## What to produce
Your task is to transcribe the entries exactly.

## Material shown
● ● ●
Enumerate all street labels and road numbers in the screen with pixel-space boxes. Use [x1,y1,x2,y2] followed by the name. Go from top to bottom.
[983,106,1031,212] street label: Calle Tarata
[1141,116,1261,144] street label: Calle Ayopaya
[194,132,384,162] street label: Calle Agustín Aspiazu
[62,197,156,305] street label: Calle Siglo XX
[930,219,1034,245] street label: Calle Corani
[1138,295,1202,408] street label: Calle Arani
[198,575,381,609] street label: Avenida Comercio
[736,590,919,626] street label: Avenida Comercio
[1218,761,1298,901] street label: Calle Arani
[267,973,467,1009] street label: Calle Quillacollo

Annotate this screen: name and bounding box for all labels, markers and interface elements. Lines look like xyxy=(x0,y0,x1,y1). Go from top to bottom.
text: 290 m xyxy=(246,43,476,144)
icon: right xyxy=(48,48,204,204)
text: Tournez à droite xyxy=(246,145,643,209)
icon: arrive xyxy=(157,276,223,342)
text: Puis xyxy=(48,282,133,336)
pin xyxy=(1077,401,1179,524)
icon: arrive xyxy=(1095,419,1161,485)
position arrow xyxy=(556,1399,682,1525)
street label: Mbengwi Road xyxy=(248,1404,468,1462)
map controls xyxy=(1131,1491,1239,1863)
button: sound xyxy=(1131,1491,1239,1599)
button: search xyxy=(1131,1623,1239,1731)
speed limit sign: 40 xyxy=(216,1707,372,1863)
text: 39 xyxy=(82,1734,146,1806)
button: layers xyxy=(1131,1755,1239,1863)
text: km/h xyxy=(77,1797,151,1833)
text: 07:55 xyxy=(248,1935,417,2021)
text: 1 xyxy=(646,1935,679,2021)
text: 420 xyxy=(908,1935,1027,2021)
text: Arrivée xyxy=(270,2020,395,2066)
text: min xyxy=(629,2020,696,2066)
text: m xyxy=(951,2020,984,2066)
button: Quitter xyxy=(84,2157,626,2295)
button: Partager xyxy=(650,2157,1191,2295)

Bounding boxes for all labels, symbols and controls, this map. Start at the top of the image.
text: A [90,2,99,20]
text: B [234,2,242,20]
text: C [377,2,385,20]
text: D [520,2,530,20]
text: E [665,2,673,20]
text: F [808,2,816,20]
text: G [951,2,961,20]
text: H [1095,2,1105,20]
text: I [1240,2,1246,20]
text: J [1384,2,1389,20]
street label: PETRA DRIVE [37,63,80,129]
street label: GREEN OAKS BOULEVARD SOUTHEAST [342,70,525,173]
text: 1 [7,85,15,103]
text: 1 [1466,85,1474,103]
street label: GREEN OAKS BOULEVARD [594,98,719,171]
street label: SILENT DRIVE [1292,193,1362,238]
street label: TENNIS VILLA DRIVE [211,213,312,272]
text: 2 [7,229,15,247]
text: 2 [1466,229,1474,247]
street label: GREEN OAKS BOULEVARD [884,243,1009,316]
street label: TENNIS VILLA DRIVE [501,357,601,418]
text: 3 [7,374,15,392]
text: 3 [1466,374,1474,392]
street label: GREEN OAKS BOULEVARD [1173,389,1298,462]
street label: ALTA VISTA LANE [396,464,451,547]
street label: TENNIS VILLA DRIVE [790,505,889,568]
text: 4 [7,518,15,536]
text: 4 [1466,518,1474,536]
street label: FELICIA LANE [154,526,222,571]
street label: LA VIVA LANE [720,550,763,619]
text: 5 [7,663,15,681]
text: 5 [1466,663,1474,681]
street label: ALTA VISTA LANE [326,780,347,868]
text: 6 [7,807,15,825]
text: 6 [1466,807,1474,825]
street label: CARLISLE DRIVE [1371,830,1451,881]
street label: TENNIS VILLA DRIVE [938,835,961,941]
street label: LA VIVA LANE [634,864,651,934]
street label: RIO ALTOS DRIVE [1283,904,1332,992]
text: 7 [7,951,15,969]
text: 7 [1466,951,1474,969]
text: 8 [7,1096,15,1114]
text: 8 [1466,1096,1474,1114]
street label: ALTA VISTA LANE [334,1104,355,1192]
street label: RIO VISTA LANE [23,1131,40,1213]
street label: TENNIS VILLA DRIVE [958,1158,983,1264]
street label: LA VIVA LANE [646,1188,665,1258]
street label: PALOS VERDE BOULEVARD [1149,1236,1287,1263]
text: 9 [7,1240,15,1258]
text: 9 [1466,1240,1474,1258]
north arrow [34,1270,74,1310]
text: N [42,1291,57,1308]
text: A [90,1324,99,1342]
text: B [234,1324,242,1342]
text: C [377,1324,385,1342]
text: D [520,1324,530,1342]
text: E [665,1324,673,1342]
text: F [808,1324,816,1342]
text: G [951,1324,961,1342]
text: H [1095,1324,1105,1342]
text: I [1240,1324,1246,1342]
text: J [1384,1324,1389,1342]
● ● ●
## Expected output
Enumerate all street labels and road numbers in the screen with pixel-space boxes. Use [x1,y1,x2,y2] followed by the name. Go from top to bottom.
[983,106,1031,212] street label: Calle Tarata
[1141,116,1261,144] street label: Calle Ayopaya
[194,132,384,162] street label: Calle Agustín Aspiazu
[62,197,156,305] street label: Calle Siglo XX
[930,219,1034,245] street label: Calle Corani
[1138,295,1202,408] street label: Calle Arani
[198,575,381,609] street label: Avenida Comercio
[736,590,919,626] street label: Avenida Comercio
[1218,761,1298,901] street label: Calle Arani
[267,973,467,1009] street label: Calle Quillacollo

Annotate this screen: name and bounding box for all labels, markers and interface elements. Lines look like xyxy=(x0,y0,x1,y1). Go from top to bottom.
text: 290 m xyxy=(246,43,476,144)
icon: right xyxy=(48,48,204,204)
text: Tournez à droite xyxy=(246,145,643,209)
icon: arrive xyxy=(157,276,223,342)
text: Puis xyxy=(48,282,133,336)
pin xyxy=(1077,401,1179,524)
icon: arrive xyxy=(1095,419,1161,485)
position arrow xyxy=(556,1399,682,1525)
street label: Mbengwi Road xyxy=(248,1404,468,1462)
map controls xyxy=(1131,1491,1239,1863)
button: sound xyxy=(1131,1491,1239,1599)
button: search xyxy=(1131,1623,1239,1731)
speed limit sign: 40 xyxy=(216,1707,372,1863)
text: 39 xyxy=(82,1734,146,1806)
button: layers xyxy=(1131,1755,1239,1863)
text: km/h xyxy=(77,1797,151,1833)
text: 07:55 xyxy=(248,1935,417,2021)
text: 1 xyxy=(646,1935,679,2021)
text: 420 xyxy=(908,1935,1027,2021)
text: Arrivée xyxy=(270,2020,395,2066)
text: min xyxy=(629,2020,696,2066)
text: m xyxy=(951,2020,984,2066)
button: Quitter xyxy=(84,2157,626,2295)
button: Partager xyxy=(650,2157,1191,2295)

Bounding boxes for all labels, symbols and controls, this map. Start at the top of the image.
text: A [90,2,99,20]
text: B [234,2,242,20]
text: C [377,2,385,20]
text: D [520,2,530,20]
text: E [665,2,673,20]
text: F [808,2,816,20]
text: G [951,2,961,20]
text: H [1095,2,1105,20]
text: I [1240,2,1246,20]
text: J [1384,2,1389,20]
street label: PETRA DRIVE [37,63,80,129]
street label: GREEN OAKS BOULEVARD SOUTHEAST [342,70,525,173]
text: 1 [7,85,15,103]
text: 1 [1466,85,1474,103]
street label: GREEN OAKS BOULEVARD [594,98,719,171]
street label: SILENT DRIVE [1292,193,1362,238]
street label: TENNIS VILLA DRIVE [211,213,312,272]
text: 2 [7,229,15,247]
text: 2 [1466,229,1474,247]
street label: GREEN OAKS BOULEVARD [884,243,1009,316]
street label: TENNIS VILLA DRIVE [501,357,601,418]
text: 3 [7,374,15,392]
text: 3 [1466,374,1474,392]
street label: GREEN OAKS BOULEVARD [1173,389,1298,462]
street label: ALTA VISTA LANE [396,464,451,547]
street label: TENNIS VILLA DRIVE [790,505,889,568]
text: 4 [7,518,15,536]
text: 4 [1466,518,1474,536]
street label: FELICIA LANE [154,526,222,571]
street label: LA VIVA LANE [720,550,763,619]
text: 5 [7,663,15,681]
text: 5 [1466,663,1474,681]
street label: ALTA VISTA LANE [326,780,347,868]
text: 6 [7,807,15,825]
text: 6 [1466,807,1474,825]
street label: CARLISLE DRIVE [1371,830,1451,881]
street label: TENNIS VILLA DRIVE [938,835,961,941]
street label: LA VIVA LANE [634,864,651,934]
street label: RIO ALTOS DRIVE [1283,904,1332,992]
text: 7 [7,951,15,969]
text: 7 [1466,951,1474,969]
text: 8 [7,1096,15,1114]
text: 8 [1466,1096,1474,1114]
street label: ALTA VISTA LANE [334,1104,355,1192]
street label: RIO VISTA LANE [23,1131,40,1213]
street label: TENNIS VILLA DRIVE [958,1158,983,1264]
street label: LA VIVA LANE [646,1188,665,1258]
street label: PALOS VERDE BOULEVARD [1149,1236,1287,1263]
text: 9 [7,1240,15,1258]
text: 9 [1466,1240,1474,1258]
north arrow [34,1270,74,1310]
text: N [42,1291,57,1308]
text: A [90,1324,99,1342]
text: B [234,1324,242,1342]
text: C [377,1324,385,1342]
text: D [520,1324,530,1342]
text: E [665,1324,673,1342]
text: F [808,1324,816,1342]
text: G [951,1324,961,1342]
text: H [1095,1324,1105,1342]
text: I [1240,1324,1246,1342]
text: J [1384,1324,1389,1342]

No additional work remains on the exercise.